What this review adds
Small sample sizes and uncontrolled study designs meant that just over half of the effectiveness studies included in this review were graded as low quality and their results were of limited value. Results from the larger, better quality studies varied, but almost all reported significant positive effects on some study outcomes. Among the four ‘mixed-quality’ studies of group-based interventions, significant effects were found on measures of distress,48,77 quality of life, 48 immunological function and health 43 for the two HIV/AIDS-specific groups, but not grief or depression.48,77 Evaluations of group psychotherapy 49 and a bereavement support group 56 for bereaved cancer caregivers also found no effects of the interventions on grief or depression,49,56 although significant effects were reported on measures of self-esteem and role strain for the psychotherapy intervention. 49
Only three good-quality RCTs were included. Two of these evaluated FFGT interventions delivered to ‘at-risk’ families in Australia and the United States.45,46 There was a significant reduction in distress reported in the Australian study 45 and significant improvements in complicated grief symptoms in the American study. 46 Variations by type of family were also observed,45,46 and for families most troubled at baseline, significant improvements in depression occurred. 45 These results suggest that FFGT can improve psychological and grief outcomes for some at-risk families. This fits with findings of other reviews on the enhanced benefits of grief therapy for most at risk/symptomatic groups.20,22,24,27,28,31 The other good-quality trial was of a group-based EBT intervention for family caregivers conducted in Germany. This reported significant intervention effects on anxiety, depression and quality of life, 42 with benefits also identified in the associated qualitative evaluation. 61 Both interventions were introduced to family caregivers in the end-of-life period, indicating the value of such approaches. The qualitative evidence reported in this review,59,61,67,73,80 and other studies 81 also suggests the benefits of continuity between pre- and post-death support and is in-line with guidance recommending that bereavement risk assessment and targeted support begins in the pre-death period.12,13
In the thematic synthesis, three core impacts and mechanisms of impact were identified which cut across the different types of support. These are described as ‘loss and grief resolution’, ‘sense of mastery and moving ahead’ and ‘social support’. Only three of the 21 studies included in the synthesis were targeted at populations categorised as ‘high risk’.58,68,69,75 Therapeutic benefits relating to loss and grief resolution were apparent in many individual counselling and group-based programmes of support. By facilitating emotional expression, the discussion of troubling concerns and the normalisation of grief, service users gained insight and perspective on their experiences and became more accepting of their grief. Through mastery of specific coping techniques such as channelling, mindfulness and positive thinking, as well as more general decision-making capabilities, participants experienced enhanced feelings of control, hopefulness and an ability to look ahead and move forwards. These apparent impact pathways fit well with the Dual Process Model (DPM) of grief adaptation, 82 as well as conceptualisations of ‘balanced’ responses to the emotional and practical consequences of loss. 83 The DPM model posits that bereaved people oscillate between dealing with the loss of the deceased person (loss-orientated coping) and negotiating the practical and psychosocial changes to their lives that occur as a result of the bereavement (restoration-orientated coping). These two processes both appear to be positively enhanced by interventions included in the synthesis through the mechanisms described above. These findings also suggest the critical role of meaning reconstruction84,85 within this loss-oriented grief work, as bereaved people strive to make sense of and come to terms with their loss.
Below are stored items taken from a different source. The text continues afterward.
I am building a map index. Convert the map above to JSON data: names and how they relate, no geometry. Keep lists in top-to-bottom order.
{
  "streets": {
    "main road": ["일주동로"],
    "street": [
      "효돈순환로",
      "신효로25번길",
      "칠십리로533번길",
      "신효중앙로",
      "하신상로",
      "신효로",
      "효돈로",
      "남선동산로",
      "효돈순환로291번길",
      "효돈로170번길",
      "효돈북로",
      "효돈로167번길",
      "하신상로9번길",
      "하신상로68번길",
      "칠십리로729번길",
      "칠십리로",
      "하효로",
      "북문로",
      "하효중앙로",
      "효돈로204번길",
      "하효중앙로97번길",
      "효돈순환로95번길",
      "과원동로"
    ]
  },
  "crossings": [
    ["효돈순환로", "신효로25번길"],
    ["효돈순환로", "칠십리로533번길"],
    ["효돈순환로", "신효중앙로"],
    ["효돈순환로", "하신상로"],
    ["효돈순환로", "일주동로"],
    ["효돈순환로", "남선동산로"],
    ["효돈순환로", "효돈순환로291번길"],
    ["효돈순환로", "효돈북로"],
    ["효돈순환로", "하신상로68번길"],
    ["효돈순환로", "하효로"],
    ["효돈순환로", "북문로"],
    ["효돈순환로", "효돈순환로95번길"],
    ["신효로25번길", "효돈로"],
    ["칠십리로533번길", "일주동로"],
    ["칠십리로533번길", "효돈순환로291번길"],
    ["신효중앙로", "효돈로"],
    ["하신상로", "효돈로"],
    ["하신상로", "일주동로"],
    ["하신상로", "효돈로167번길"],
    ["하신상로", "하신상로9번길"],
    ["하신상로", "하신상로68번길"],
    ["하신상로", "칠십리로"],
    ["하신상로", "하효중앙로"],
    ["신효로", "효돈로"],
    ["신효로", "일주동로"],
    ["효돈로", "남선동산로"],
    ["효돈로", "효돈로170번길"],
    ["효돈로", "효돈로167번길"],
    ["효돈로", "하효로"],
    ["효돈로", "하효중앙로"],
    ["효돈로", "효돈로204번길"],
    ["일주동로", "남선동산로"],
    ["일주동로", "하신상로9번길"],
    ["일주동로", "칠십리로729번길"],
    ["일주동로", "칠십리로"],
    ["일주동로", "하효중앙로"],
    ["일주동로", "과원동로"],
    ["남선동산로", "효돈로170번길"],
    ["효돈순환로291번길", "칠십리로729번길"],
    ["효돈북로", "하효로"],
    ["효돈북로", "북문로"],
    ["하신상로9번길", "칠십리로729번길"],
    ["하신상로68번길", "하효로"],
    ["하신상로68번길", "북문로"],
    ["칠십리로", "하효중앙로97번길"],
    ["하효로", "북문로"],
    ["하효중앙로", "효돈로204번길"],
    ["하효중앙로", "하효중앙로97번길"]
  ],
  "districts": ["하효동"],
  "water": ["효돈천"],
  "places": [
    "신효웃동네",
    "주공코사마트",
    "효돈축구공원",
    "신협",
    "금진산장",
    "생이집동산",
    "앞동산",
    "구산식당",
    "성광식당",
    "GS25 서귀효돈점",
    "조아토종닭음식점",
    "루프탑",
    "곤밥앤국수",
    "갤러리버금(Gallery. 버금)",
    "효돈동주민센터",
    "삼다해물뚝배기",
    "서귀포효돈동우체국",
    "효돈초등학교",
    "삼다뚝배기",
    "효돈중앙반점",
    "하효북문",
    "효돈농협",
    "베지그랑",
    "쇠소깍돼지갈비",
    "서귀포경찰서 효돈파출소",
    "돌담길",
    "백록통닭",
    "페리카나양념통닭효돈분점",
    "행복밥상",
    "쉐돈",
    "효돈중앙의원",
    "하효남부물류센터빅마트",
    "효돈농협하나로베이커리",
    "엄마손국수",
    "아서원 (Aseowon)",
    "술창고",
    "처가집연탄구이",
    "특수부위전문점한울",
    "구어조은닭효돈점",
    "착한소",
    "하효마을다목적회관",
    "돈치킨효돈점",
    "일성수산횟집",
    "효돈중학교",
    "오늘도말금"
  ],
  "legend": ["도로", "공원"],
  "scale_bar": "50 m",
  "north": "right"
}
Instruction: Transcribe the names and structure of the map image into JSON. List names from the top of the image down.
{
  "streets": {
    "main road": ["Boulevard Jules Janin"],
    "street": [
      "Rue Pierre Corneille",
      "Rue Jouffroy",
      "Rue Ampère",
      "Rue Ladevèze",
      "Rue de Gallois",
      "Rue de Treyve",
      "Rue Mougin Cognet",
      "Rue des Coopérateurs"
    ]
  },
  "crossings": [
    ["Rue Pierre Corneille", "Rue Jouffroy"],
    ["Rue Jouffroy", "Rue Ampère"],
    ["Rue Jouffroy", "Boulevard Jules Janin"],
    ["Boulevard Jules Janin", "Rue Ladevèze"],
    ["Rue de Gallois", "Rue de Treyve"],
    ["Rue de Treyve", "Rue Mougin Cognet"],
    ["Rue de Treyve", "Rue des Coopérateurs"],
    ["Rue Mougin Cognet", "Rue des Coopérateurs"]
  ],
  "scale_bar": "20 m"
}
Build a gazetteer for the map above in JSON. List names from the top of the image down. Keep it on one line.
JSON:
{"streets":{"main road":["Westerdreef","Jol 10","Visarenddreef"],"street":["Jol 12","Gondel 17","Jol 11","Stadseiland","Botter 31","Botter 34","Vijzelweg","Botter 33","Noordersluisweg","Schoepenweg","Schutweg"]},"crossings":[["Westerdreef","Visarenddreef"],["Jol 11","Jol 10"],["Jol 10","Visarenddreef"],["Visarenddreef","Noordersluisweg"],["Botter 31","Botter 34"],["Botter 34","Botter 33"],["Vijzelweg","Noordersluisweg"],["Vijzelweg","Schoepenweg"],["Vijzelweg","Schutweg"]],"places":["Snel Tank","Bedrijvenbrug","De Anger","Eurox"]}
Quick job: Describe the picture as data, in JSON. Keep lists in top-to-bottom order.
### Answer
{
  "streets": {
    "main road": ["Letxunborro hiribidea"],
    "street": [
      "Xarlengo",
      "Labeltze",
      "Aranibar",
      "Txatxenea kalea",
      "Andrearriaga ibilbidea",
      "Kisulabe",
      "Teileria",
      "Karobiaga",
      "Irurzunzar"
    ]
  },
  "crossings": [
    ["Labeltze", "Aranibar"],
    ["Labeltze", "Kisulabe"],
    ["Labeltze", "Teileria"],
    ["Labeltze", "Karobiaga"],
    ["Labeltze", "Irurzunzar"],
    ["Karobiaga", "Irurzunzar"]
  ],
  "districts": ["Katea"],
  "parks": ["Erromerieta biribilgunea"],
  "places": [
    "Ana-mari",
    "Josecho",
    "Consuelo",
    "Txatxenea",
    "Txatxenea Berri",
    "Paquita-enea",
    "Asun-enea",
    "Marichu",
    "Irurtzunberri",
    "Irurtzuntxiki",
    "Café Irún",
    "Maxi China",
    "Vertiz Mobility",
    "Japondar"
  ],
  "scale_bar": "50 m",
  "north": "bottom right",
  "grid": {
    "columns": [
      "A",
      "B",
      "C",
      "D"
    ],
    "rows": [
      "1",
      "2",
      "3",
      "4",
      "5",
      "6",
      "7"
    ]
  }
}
For group-based programmes, various social support–related benefits were also widely reported, including feelings of connectedness, belonging and comfort. These were linked with the sharing of experiences and sense of understanding developed between those in similar situations. The benefits of companionship with volunteer ‘befrienders’ and the comfort derived from empathetic relationships with professional counsellors were also observed for some individual-level interventions. The opportunity to confide in those outside of existing networks was valued for individual- and group-based models. Although perceived lack of social support is recognised as a risk factor for problematic grief experiences,86,87 social support is often overlooked in quantitative evaluations of bereavement care. 88 However, as this synthesis suggests, this type of impact is widely valued and of high perceived importance to service users. This fits with public health approaches which recognise the importance of existing social networks for all bereaved people, but also advocate for a second tier of non-specialist, community–based support for those at moderate risk of complex grief, and who may lack adequate social support.1,2
Taken together these three main types of impacts (loss resolution, moving ahead and social support) also fit with broader resilience and meaning-based coping frameworks in public health research. Such frameworks converge over their identification of individual, family and community level resources which facilitate coping and adaptation to adversity. 89 The role of meaning making, comprehensibility and feelings of manageability in maintaining one’s ‘sense of coherence’ is also theorised in salutogenic approaches to maintaining health and well-being, thus again resonating with some of the mechanistic themes identified here.89,90 The concept of resilience has been used by some bereavement researchers and practitioners to theorise healthy adaptations to grief,15,83,91,92 with calls for further work to explore strategies which promote resilience in bereavement.15,92 This synthesis suggests the value of such approaches for conceptualising and targeting the mechanisms through which bereavement support can improve the resilience and coping capabilities of service users.
Strengths and limitations of the review
By focusing on support for people bereaved through advanced illness, and adopting a mixed-methods approach, this review has addressed some of the gaps in the review-level evidence relating to bereavement support in palliative care. Through the thematic synthesis of qualitative results, it has identified several core mechanisms through which this support benefits participants, and which can help inform future service design. However, by restricting to these population groups, it is likely that we missed potentially relevant specialist counselling and grief therapy interventions. These are not typically restricted in this way, but have been the subject of previously discussed reviews. By defining our population in this way, our final set of interventions included those involving general palliative care populations as well as disease-specific populations such as HIV/AIDS and dementia. The distinctive emotional and psychosocial issues associated with loss through dementia58,59 and loss through/living with HIV/AIDS43,48,51 may also mean that these study results do not fully generalise beyond those specific populations. A further limitation is that the review only included research which was published in English and based in the United Kingdom and countries considered most comparable in terms of cultures, economic and social and healthcare systems. As such we may have missed out on potentially informative studies from the wider international literature.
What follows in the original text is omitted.